WORK REQUEST
The whole listing that follows should be printed again, unchanged.

THE RECORDS
--------------------

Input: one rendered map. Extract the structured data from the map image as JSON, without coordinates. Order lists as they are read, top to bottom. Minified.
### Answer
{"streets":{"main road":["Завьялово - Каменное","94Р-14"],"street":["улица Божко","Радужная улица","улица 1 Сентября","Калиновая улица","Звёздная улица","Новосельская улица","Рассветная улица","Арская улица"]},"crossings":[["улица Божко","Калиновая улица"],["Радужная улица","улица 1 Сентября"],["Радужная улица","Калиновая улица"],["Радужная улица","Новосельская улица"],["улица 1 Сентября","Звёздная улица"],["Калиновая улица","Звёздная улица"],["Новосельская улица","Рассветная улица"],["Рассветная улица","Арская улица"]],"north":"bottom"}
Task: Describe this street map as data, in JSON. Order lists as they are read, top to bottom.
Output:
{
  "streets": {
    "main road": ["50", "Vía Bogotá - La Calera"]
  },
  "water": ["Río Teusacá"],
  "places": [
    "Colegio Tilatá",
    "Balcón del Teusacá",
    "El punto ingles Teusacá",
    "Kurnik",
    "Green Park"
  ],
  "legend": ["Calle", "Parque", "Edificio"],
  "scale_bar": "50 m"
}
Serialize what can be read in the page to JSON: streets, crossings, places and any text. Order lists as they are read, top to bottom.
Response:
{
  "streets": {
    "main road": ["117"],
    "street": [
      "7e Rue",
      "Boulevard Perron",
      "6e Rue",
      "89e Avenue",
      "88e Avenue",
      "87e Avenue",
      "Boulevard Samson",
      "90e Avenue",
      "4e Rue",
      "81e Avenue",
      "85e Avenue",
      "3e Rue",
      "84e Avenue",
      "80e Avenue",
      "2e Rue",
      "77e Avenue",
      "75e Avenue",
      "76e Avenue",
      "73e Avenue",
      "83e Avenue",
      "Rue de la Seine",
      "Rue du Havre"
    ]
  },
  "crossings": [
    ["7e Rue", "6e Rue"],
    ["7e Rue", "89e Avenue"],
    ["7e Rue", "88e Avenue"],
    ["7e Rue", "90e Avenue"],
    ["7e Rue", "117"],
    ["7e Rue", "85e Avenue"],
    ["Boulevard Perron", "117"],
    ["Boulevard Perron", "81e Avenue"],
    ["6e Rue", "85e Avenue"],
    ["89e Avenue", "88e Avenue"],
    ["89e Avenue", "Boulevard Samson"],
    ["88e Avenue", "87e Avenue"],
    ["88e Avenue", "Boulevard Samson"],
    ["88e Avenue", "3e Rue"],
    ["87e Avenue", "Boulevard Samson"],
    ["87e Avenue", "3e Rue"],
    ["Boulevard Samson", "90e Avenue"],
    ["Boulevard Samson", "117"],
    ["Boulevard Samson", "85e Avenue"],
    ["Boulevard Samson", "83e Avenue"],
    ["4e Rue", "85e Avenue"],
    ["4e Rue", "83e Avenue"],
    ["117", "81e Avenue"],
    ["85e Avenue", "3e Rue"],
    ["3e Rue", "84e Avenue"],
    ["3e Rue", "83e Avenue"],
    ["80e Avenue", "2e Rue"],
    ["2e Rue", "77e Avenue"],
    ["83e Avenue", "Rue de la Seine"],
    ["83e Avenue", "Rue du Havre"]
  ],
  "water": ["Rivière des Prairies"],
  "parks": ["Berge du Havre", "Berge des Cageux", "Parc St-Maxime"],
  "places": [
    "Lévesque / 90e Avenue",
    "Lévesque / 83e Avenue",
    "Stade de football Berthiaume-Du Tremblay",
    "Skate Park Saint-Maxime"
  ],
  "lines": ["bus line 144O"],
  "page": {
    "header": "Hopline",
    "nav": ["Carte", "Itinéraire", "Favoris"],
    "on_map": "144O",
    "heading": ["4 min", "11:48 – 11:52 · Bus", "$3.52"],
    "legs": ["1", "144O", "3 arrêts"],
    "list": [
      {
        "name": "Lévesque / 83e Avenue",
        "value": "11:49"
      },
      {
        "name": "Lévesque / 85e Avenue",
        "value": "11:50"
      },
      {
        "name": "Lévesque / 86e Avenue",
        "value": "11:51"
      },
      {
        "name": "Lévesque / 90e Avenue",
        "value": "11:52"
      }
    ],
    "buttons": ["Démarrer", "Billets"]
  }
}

--------------------

ANSWER AREA
Input: one rendered map. Extract the structured data from the map image as JSON, without coordinates. Order lists as they are read, top to bottom. Minified.
### Answer
{"streets":{"main road":["Завьялово - Каменное","94Р-14"],"street":["улица Божко","Радужная улица","улица 1 Сентября","Калиновая улица","Звёздная улица","Новосельская улица","Рассветная улица","Арская улица"]},"crossings":[["улица Божко","Калиновая улица"],["Радужная улица","улица 1 Сентября"],["Радужная улица","Калиновая улица"],["Радужная улица","Новосельская улица"],["улица 1 Сентября","Звёздная улица"],["Калиновая улица","Звёздная улица"],["Новосельская улица","Рассветная улица"],["Рассветная улица","Арская улица"]],"north":"bottom"}
Task: Describe this street map as data, in JSON. Order lists as they are read, top to bottom.
Output:
{
  "streets": {
    "main road": ["50", "Vía Bogotá - La Calera"]
  },
  "water": ["Río Teusacá"],
  "places": [
    "Colegio Tilatá",
    "Balcón del Teusacá",
    "El punto ingles Teusacá",
    "Kurnik",
    "Green Park"
  ],
  "legend": ["Calle", "Parque", "Edificio"],
  "scale_bar": "50 m"
}
Serialize what can be read in the page to JSON: streets, crossings, places and any text. Order lists as they are read, top to bottom.
Response:
{
  "streets": {
    "main road": ["117"],
    "street": [
      "7e Rue",
      "Boulevard Perron",
      "6e Rue",
      "89e Avenue",
      "88e Avenue",
      "87e Avenue",
      "Boulevard Samson",
      "90e Avenue",
      "4e Rue",
      "81e Avenue",
      "85e Avenue",
      "3e Rue",
      "84e Avenue",
      "80e Avenue",
      "2e Rue",
      "77e Avenue",
      "75e Avenue",
      "76e Avenue",
      "73e Avenue",
      "83e Avenue",
      "Rue de la Seine",
      "Rue du Havre"
    ]
  },
  "crossings": [
    ["7e Rue", "6e Rue"],
    ["7e Rue", "89e Avenue"],
    ["7e Rue", "88e Avenue"],
    ["7e Rue", "90e Avenue"],
    ["7e Rue", "117"],
    ["7e Rue", "85e Avenue"],
    ["Boulevard Perron", "117"],
    ["Boulevard Perron", "81e Avenue"],
    ["6e Rue", "85e Avenue"],
    ["89e Avenue", "88e Avenue"],
    ["89e Avenue", "Boulevard Samson"],
    ["88e Avenue", "87e Avenue"],
    ["88e Avenue", "Boulevard Samson"],
    ["88e Avenue", "3e Rue"],
    ["87e Avenue", "Boulevard Samson"],
    ["87e Avenue", "3e Rue"],
    ["Boulevard Samson", "90e Avenue"],
    ["Boulevard Samson", "117"],
    ["Boulevard Samson", "85e Avenue"],
    ["Boulevard Samson", "83e Avenue"],
    ["4e Rue", "85e Avenue"],
    ["4e Rue", "83e Avenue"],
    ["117", "81e Avenue"],
    ["85e Avenue", "3e Rue"],
    ["3e Rue", "84e Avenue"],
    ["3e Rue", "83e Avenue"],
    ["80e Avenue", "2e Rue"],
    ["2e Rue", "77e Avenue"],
    ["83e Avenue", "Rue de la Seine"],
    ["83e Avenue", "Rue du Havre"]
  ],
  "water": ["Rivière des Prairies"],
  "parks": ["Berge du Havre", "Berge des Cageux", "Parc St-Maxime"],
  "places": [
    "Lévesque / 90e Avenue",
    "Lévesque / 83e Avenue",
    "Stade de football Berthiaume-Du Tremblay",
    "Skate Park Saint-Maxime"
  ],
  "lines": ["bus line 144O"],
  "page": {
    "header": "Hopline",
    "nav": ["Carte", "Itinéraire", "Favoris"],
    "on_map": "144O",
    "heading": ["4 min", "11:48 – 11:52 · Bus", "$3.52"],
    "legs": ["1", "144O", "3 arrêts"],
    "list": [
      {
        "name": "Lévesque / 83e Avenue",
        "value": "11:49"
      },
      {
        "name": "Lévesque / 85e Avenue",
        "value": "11:50"
      },
      {
        "name": "Lévesque / 86e Avenue",
        "value": "11:51"
      },
      {
        "name": "Lévesque / 90e Avenue",
        "value": "11:52"
      }
    ],
    "buttons": ["Démarrer", "Billets"]
  }
}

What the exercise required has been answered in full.